Pollen is essential for the reproduction of both bees and flowers, so the two groups have co-evolved for mutual success. Adult bees evolved behavioral and physiological adaptations to gather and transport pollen more efficiently, such as:

Buzz-pollination. Flight muscles can create sound vibrations that dislodge pollen from flowers.

Floral constancy. An individual pollinator may specialize in foraging one flower type.

Pollen-collecting hairs. The “pollen basket” and other specialized hairs on a bee’s body carry pollen back to the colony.

Although most bees are pollen generalists, capable of foraging on many plant species, many are specialists that forage on only a small group of specific flowers.

What Makes a Good Pollinator Plant?

A flower’s color, odor, shape, size, timing, and reward (nectar or pollen) can increase or decrease the number of visits by specific pollinators. Some examples of how plants “reach out” to bees and others:

Ultraviolet invitations. Bees can see ultraviolet light but not red light; thus, flowers in the ultraviolet range attract more bee visits, while red-hued flowers reduce them.

Color phases. Many flowers signal pollinators by changing color at different stages of development, attracting pollinators when they need them most, thus increasing the efficiency of the pollinators they depend upon.

Nectar Guides. Contrasting patterns of flower shades, tints, and tones further direct pollinators toward floral rewards such as nectar or pollen, much like the nighttime runway lights of an airport.

Fragrance. Minty or sweet, musky or ethereal, pungent or putrid, floral odors result from variations in chemical compounds. Fragrance can attract particular pollinators over long distances, varying in concentration and intensity according to species, flower age, and site conditions.

Flower shape, size, and timing work together with color and odor to regulate pollinator visits. Abundant and diverse shapes and sizes, symmetrical or asymmetrical forms, arrangements on stems or branches in simple or complex groups, maturing at different rates: these variations can make it easier or harder for visitors to reach nectar and pollen.
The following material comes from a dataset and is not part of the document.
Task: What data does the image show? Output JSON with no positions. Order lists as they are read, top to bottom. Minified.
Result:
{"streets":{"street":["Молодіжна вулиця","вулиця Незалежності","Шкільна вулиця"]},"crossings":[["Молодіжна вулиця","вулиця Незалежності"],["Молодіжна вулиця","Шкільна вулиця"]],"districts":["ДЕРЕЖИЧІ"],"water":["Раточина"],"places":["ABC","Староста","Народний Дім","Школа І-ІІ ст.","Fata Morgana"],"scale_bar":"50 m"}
For example, shallow, clustered flowers with landing platforms (such as sunflowers) have easily accessible floral rewards and attract many short-tongued pollinators such as sweat bees, beetles, and flies. In contrast, deep or tubular flowers without landing platforms often have hidden floral rewards accessible only by long-tongued or strong pollinators. A classic example of this latter flower type is bottle or closed gentian (Gentiana spp.), whose flowers remain closed and depend for pollination on bumble bees, which pry the petals apart and climb right inside.

Finally, many plants bloom according to a distinct seasonal rhythm — their phenology — which may be closely timed with the life cycle of specific pollinators. Others, meanwhile, bloom continuously or irregularly during the growing season, attracting many different types of pollinators. These rhythms can invite or exclude different pollinators depending upon the season or even the hour.